かなぽんの姉、子宮頚部腺癌の闘病記です。
息苦しさに苦しむ姉。
家族としても、どうしてあげたらよいかわかりません。
友人の看護師さんに聞いてみると、
息苦しさの対処は難しいそうです。
苦しさを取り除く薬はないそうです…。
姉は抜いていない左肺の胸水のせいだと思っているようです。
早く抜いてほしい。
そんな焦る気持ちをなだめる毎日でした。
食事はどんどん細くなっているように感じました。
1カ月前は昼とおやつ(果物)と晩と3回は食べていたのですが、
今はおやつと晩にそれぞれ少しずつしか食べられませんでした。
「おなかすいてるんだよ~、
でも苦しくて食べられないよ~」
おなかが、グーっとなる音も聞こえてきます。
なるべく好物を持って行き、食べる気にさせるようにしました。
そんな息苦しさを訴える毎日に、
母は本当に参っていました。
医師にも息苦しさに対処してくれないという思いがあったみたいです。
ある時、姉が信頼する看護師さんに
「緩和ケアから緩和ケアへの転院ってできるんですか?」
と聞いたそうです。
看護師さんは
「できますよ。

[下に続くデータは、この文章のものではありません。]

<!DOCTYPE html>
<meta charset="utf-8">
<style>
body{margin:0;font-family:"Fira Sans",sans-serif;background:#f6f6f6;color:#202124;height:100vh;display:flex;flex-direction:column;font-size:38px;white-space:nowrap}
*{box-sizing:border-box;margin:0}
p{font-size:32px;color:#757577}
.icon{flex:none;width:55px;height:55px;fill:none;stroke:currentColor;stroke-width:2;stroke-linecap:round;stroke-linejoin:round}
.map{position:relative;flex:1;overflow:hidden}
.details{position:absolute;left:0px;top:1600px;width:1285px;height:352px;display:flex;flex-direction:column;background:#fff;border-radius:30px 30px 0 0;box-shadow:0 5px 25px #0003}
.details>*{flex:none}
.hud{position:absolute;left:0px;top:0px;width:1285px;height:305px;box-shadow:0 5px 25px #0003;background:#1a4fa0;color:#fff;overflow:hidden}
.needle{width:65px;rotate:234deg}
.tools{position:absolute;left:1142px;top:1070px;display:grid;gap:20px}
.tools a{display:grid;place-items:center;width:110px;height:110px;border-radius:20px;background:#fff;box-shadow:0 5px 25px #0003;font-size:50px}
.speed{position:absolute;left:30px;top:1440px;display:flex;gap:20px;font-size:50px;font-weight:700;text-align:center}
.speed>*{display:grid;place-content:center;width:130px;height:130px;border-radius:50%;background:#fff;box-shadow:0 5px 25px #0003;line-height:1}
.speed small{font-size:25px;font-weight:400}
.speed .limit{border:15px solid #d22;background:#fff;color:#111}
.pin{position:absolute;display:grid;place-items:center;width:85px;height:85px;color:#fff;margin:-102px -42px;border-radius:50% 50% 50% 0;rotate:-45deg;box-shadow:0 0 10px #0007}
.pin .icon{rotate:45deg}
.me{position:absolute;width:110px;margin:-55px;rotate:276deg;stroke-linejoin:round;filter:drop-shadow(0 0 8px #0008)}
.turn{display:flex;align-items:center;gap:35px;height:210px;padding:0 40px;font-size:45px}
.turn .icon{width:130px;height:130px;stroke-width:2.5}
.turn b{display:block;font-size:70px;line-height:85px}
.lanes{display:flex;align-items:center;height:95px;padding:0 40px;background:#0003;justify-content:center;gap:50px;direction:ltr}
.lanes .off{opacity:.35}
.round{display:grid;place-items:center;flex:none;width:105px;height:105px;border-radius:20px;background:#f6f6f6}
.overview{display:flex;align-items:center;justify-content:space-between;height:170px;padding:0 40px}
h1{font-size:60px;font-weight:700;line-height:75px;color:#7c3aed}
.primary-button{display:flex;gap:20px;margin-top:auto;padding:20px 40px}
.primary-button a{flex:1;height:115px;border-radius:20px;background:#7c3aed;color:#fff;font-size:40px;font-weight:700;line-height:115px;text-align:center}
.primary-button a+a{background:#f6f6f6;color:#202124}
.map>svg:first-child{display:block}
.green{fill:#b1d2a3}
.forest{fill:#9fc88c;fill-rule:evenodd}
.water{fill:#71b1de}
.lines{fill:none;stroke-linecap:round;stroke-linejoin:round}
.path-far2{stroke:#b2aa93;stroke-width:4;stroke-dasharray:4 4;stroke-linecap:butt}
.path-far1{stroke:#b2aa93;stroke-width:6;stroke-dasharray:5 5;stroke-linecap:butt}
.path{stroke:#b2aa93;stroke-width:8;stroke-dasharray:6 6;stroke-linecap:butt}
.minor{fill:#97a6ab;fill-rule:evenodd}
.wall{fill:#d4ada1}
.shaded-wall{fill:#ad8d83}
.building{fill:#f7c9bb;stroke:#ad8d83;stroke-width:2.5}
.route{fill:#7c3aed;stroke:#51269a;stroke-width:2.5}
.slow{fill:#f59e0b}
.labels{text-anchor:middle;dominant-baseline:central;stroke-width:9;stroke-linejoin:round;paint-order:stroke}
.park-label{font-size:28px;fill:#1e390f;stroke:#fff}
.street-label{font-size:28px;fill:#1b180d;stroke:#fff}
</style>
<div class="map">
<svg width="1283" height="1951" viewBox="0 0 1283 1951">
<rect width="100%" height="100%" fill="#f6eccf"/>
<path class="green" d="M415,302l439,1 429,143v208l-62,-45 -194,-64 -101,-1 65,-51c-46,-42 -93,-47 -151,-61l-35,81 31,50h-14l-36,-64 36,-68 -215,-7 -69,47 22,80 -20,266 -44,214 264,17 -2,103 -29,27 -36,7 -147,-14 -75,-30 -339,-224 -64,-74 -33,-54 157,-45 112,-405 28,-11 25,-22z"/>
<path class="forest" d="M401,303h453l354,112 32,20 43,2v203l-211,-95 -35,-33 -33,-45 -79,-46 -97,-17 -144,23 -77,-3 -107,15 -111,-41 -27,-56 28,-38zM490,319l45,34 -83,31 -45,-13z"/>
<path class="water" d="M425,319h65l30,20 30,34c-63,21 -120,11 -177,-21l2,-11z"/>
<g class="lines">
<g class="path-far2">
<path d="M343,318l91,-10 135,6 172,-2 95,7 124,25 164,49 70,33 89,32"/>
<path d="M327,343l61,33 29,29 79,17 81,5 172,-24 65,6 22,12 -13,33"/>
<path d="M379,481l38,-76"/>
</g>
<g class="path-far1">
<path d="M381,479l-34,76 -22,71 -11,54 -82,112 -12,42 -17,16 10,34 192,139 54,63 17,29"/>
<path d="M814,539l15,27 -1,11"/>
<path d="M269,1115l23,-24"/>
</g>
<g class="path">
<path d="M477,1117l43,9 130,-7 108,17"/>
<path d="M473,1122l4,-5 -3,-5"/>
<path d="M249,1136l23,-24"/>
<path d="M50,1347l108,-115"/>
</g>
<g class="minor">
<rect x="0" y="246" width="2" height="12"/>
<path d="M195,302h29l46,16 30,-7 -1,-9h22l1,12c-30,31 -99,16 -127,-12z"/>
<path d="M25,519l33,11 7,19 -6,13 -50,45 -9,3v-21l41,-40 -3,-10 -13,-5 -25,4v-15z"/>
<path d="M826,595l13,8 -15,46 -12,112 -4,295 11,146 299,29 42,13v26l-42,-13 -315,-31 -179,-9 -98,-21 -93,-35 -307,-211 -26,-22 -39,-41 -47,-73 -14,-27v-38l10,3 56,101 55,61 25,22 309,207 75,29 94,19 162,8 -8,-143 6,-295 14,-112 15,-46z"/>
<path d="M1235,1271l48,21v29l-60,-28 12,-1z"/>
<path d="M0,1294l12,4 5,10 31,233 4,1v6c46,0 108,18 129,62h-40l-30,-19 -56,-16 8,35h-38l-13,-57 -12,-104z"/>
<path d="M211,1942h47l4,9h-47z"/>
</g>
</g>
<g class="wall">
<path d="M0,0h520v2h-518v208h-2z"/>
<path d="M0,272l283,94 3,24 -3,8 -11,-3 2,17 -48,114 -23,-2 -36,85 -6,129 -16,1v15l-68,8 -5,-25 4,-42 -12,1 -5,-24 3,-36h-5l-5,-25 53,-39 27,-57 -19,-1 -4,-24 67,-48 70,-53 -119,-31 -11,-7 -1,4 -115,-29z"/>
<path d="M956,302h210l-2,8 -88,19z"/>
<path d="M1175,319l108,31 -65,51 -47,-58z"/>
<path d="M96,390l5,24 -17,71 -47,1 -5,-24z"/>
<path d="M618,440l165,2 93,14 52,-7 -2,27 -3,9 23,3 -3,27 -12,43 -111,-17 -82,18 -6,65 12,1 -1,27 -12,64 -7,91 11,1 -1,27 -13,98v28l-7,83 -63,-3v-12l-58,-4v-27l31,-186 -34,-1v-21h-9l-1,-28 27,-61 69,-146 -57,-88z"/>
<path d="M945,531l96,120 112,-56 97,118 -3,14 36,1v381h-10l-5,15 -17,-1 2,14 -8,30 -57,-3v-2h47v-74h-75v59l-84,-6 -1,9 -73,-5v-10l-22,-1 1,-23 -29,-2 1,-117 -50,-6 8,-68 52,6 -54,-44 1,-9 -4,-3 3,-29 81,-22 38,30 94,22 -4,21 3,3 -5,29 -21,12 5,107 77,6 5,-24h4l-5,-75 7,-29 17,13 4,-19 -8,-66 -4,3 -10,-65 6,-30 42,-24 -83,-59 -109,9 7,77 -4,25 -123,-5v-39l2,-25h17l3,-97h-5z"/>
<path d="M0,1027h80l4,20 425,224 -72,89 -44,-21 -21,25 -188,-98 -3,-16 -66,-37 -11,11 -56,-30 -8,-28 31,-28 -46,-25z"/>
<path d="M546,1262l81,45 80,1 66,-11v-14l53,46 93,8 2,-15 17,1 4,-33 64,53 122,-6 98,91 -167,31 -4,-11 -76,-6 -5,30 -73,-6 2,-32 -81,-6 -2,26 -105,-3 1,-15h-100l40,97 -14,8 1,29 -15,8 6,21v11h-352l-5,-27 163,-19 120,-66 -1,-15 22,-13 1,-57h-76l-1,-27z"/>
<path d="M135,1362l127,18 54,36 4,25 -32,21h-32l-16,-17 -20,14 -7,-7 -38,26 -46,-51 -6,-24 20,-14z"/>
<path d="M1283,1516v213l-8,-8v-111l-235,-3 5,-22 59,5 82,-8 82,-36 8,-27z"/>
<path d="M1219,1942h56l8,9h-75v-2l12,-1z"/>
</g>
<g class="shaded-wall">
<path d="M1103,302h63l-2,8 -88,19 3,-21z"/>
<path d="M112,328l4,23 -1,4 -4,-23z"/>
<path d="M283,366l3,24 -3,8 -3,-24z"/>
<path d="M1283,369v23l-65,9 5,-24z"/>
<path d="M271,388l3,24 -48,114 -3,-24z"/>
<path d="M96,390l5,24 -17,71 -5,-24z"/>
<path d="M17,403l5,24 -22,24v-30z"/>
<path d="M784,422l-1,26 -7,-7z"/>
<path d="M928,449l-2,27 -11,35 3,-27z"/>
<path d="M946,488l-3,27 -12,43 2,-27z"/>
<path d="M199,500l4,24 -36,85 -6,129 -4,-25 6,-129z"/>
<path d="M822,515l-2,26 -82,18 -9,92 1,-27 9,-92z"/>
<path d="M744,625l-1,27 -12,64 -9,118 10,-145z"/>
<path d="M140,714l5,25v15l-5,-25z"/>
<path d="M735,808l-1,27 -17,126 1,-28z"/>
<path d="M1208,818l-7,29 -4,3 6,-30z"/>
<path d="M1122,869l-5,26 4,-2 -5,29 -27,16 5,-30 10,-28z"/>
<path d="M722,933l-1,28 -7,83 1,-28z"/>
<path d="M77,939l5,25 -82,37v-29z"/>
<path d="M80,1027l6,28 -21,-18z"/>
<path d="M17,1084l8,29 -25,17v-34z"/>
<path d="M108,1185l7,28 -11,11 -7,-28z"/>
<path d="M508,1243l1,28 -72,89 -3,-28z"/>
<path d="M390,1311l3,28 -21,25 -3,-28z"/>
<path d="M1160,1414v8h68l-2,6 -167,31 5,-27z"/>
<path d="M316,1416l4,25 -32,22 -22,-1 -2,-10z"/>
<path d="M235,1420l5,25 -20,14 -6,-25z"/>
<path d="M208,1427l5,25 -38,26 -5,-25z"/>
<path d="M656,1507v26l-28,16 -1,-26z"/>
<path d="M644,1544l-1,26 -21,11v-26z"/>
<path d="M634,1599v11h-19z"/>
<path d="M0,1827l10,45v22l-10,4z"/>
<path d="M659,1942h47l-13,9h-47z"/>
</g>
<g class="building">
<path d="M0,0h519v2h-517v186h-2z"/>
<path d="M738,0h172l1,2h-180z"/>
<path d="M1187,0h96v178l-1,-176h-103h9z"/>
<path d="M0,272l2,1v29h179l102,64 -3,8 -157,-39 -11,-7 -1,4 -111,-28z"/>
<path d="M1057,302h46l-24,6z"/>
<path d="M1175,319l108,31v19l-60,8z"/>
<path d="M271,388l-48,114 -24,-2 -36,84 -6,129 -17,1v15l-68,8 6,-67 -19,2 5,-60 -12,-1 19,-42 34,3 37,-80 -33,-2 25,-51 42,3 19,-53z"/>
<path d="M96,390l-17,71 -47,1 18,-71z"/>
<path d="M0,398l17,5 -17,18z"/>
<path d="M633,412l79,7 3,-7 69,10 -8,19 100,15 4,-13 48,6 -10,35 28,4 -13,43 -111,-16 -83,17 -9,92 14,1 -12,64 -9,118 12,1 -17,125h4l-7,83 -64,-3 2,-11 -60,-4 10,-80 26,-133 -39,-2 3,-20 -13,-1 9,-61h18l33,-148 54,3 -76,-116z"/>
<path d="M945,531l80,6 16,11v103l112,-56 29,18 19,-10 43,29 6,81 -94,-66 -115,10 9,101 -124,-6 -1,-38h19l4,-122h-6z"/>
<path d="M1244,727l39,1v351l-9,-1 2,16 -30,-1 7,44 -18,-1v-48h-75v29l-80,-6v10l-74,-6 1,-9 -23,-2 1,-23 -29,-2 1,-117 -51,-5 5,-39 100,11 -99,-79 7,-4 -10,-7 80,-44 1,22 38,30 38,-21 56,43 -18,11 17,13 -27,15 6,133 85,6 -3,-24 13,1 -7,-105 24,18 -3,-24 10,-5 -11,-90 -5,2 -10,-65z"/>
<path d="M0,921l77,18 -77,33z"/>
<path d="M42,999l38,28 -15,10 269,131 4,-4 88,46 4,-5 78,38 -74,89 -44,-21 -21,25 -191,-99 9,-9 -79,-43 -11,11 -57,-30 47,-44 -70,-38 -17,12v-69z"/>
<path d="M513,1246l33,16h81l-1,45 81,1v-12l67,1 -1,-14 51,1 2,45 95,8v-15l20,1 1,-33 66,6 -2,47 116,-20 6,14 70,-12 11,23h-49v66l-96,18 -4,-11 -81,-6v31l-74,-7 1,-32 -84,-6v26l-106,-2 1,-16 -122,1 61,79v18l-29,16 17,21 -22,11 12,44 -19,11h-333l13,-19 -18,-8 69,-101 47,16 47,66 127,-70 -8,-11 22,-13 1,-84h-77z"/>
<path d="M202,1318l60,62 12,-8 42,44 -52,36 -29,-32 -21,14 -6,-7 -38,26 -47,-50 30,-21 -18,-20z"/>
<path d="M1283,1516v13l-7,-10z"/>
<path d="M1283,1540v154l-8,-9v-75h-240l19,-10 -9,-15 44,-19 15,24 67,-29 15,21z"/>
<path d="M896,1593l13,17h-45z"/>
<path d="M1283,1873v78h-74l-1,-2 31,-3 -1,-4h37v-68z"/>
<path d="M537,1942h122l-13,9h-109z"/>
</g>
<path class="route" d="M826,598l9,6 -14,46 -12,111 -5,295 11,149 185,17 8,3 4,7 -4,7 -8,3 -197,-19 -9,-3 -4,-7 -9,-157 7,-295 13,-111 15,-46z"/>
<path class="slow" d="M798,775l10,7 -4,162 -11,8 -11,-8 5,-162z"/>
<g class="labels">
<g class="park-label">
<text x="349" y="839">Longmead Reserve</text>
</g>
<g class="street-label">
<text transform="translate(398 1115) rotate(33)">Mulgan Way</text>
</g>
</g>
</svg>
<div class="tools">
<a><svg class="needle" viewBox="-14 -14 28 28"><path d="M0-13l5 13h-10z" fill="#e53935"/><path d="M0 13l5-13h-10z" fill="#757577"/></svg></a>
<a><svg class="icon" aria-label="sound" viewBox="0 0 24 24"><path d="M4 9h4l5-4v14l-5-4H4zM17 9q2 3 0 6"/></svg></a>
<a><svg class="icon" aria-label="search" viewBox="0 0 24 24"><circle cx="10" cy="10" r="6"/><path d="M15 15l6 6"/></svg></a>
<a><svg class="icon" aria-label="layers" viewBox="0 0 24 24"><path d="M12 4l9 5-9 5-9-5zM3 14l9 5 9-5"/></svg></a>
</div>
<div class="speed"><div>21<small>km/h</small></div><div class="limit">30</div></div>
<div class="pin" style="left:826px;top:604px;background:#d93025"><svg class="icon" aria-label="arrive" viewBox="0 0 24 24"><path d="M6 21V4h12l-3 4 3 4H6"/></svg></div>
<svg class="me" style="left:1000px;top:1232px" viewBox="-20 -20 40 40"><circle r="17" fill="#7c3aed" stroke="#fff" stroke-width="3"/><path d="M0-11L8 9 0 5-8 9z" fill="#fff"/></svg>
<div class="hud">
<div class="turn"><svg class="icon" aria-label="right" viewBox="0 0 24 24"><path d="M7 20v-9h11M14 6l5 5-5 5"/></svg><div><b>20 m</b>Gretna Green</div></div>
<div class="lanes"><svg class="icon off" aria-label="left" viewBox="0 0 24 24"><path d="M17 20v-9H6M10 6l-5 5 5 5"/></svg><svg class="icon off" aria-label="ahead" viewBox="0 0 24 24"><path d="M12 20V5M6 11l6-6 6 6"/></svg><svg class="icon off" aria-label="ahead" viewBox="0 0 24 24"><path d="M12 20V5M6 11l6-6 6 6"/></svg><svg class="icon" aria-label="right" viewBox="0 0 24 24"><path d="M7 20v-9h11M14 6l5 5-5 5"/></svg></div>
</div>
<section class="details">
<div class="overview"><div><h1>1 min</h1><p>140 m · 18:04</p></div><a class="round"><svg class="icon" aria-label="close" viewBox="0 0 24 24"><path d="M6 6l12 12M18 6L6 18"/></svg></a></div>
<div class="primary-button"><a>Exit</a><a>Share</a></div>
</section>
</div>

実際に転院してきた人もいますよ
○○(姉)ちゃん、転院したいんですか?
ここの病院は看護師は連携できてるけど、
医者が独善的で、患者さんにあまり寄り添わない人なんだよね。
△△市にある緩和ケアの病院はとても素晴らしい所なんですよ。
私もここを辞めて、そっちに行こうかと考えているくらい。」
母は、その△△市の病院に転院する方向で考え始めました。
私は母を止めました。
△△市は姉の自宅から2時間の所にあります。
今だって30分~1時間の距離なのに、さらに遠くに行くなんて
物理的に無理です。
また姉の状態も転院できるような体力があるようには
思えませんでした。
息が苦しくて、お風呂に入るためのストレッチャーにさえ移れないのに。
その看護師さんも悪意があって言ったことではないと思いますが、
患者の家族に
「この病院は悪い病院だ」
と看護師が言うことで、どれだけの衝撃を与えるかなんて
想像がつかないのでしょうか?
患者も家族もより良い医療を望んでいます。
今いる病院に、
不信感を抱かせるような言動はしてはいけないことだと思います。
それがたとえ真実だとしても。
母はなかなか納得しませんでした。
私はとにかく、姉の体力が回復するまでは
転院の話はしないでくれと頼みました。
姉も今の病院に満足してないので、
転院の話に飛びつきそうだったからです。
ますます医師への不信感を強めるようなことは
してほしくありませんでした。
数日たっても、姉の体力は回復しているように
思えませんでした。
母は、転院をあきらめました。
「転院して2日後に亡くなった人もいるんだって。
そんな無理させることじゃないよね?
無理に動かして、死んじゃったら嫌だもの・・・。」